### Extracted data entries
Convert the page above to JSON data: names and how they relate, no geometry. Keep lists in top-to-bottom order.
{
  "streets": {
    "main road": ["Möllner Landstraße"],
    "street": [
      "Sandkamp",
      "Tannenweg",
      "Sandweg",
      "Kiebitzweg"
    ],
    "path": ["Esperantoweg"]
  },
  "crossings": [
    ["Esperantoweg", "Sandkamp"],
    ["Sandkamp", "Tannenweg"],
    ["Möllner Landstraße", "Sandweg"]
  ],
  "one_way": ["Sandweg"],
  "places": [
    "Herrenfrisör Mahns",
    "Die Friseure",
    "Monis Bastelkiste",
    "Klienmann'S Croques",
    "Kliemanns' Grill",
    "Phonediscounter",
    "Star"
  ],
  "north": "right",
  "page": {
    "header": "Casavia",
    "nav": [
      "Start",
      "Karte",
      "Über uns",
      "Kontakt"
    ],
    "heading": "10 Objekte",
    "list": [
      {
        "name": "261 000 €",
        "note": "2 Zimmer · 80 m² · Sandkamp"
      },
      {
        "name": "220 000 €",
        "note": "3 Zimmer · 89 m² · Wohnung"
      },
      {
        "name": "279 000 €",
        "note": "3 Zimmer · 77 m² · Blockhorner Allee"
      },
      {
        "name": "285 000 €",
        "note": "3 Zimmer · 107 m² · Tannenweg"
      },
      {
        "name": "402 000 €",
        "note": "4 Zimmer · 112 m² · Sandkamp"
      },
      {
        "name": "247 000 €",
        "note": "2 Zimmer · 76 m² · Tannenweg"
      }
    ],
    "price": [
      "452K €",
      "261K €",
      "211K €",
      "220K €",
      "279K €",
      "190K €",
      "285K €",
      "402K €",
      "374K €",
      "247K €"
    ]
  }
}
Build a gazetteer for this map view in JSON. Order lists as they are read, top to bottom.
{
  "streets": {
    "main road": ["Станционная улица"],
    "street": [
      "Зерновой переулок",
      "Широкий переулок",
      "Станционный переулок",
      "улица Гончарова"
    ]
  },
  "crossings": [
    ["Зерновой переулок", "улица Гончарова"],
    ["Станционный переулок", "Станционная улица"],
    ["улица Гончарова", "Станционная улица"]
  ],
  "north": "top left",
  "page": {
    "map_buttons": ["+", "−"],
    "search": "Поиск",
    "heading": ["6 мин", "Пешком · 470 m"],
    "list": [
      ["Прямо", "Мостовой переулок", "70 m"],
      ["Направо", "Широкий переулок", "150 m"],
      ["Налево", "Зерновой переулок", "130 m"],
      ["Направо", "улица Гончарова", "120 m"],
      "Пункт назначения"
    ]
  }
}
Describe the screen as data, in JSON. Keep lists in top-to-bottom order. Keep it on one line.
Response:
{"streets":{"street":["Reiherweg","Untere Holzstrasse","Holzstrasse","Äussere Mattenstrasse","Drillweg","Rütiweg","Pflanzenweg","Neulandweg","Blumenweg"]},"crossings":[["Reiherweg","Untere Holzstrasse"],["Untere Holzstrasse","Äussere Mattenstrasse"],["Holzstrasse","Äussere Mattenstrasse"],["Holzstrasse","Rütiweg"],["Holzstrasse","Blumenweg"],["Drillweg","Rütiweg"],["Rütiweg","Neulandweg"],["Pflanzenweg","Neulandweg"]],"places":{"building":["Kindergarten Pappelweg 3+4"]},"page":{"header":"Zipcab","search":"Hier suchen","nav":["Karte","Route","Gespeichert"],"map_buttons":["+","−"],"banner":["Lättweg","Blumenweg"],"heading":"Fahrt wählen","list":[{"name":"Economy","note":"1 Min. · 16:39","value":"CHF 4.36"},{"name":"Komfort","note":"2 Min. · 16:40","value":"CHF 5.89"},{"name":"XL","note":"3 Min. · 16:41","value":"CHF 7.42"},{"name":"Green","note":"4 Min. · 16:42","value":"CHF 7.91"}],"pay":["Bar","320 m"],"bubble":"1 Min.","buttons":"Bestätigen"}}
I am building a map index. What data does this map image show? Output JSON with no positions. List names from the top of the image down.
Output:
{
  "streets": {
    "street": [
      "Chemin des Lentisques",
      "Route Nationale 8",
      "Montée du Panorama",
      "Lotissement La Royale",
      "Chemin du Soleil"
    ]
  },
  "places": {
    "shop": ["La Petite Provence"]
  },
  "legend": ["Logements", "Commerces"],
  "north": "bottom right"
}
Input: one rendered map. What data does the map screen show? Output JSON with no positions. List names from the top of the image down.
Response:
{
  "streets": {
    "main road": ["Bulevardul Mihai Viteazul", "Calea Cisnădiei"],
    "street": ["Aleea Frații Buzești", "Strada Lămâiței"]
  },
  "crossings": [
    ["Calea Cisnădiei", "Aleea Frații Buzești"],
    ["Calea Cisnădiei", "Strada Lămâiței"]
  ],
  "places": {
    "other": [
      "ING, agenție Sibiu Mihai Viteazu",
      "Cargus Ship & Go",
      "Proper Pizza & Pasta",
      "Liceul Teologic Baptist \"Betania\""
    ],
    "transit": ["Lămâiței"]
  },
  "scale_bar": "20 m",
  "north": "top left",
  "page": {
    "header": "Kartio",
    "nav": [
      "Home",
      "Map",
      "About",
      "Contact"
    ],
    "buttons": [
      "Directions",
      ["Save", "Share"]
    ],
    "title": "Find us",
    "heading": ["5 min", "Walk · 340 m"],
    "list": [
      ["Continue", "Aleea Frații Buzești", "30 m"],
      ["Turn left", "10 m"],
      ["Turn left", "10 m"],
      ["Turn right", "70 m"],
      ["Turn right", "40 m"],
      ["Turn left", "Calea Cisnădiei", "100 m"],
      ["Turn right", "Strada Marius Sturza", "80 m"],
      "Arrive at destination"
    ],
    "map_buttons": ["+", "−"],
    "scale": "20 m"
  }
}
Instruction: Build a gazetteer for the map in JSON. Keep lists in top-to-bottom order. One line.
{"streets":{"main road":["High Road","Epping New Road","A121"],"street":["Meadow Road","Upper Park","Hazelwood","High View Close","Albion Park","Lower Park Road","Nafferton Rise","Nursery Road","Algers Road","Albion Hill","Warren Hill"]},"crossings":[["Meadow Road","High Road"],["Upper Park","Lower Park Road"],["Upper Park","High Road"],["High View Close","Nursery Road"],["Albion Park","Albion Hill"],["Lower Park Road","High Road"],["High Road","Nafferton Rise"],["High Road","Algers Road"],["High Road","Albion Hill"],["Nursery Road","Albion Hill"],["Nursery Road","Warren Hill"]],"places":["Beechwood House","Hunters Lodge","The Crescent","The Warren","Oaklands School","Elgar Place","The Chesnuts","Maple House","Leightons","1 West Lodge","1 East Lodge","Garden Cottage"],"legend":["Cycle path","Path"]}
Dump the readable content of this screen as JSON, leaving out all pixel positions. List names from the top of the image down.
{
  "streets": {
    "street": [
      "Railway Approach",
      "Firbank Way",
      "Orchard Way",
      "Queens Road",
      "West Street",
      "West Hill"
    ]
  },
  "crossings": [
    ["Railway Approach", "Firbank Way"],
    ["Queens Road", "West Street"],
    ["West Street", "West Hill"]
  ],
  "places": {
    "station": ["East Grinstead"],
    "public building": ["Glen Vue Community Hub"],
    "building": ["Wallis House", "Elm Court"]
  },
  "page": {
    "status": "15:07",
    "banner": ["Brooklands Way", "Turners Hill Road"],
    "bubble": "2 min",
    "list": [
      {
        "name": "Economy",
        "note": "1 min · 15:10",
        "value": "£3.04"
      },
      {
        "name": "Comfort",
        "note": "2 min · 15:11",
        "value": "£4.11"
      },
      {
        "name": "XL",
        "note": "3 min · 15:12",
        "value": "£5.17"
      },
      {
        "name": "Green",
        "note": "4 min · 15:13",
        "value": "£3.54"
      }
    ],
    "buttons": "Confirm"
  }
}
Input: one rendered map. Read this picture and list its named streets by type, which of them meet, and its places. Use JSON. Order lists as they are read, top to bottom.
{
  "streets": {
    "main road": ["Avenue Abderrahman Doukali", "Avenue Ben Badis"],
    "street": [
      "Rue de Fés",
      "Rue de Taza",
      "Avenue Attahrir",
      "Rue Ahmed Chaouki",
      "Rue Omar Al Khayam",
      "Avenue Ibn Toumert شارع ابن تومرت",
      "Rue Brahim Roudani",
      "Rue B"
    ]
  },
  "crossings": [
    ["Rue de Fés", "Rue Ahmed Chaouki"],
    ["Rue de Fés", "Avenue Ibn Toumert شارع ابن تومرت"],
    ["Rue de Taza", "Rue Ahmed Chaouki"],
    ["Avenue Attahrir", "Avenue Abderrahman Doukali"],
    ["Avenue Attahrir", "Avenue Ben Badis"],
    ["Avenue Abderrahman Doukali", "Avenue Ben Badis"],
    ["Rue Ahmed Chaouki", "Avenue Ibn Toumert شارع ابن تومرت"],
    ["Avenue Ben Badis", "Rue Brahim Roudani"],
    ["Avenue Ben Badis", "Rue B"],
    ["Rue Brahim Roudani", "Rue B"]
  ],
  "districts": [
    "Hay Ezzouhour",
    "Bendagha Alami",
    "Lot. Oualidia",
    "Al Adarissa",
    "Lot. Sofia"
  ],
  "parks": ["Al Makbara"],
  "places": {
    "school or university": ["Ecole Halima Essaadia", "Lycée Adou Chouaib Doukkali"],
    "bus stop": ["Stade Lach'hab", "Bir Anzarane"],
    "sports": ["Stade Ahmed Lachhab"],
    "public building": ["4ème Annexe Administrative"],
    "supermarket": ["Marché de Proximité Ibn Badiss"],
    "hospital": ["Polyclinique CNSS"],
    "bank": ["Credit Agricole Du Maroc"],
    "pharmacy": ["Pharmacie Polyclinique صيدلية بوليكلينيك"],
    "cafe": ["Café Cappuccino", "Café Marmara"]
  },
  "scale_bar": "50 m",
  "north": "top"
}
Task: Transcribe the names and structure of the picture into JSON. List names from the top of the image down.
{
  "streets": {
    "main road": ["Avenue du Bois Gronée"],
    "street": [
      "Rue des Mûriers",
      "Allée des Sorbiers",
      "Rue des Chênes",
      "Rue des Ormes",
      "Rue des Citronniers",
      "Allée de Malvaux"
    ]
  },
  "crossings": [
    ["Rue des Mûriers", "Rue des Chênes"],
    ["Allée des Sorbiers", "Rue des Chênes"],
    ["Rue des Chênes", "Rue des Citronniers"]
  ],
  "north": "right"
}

### TRY IT
Considering only lines that contain the word "rendered", say how many there are in the data, with no other text.

### ANSWER
2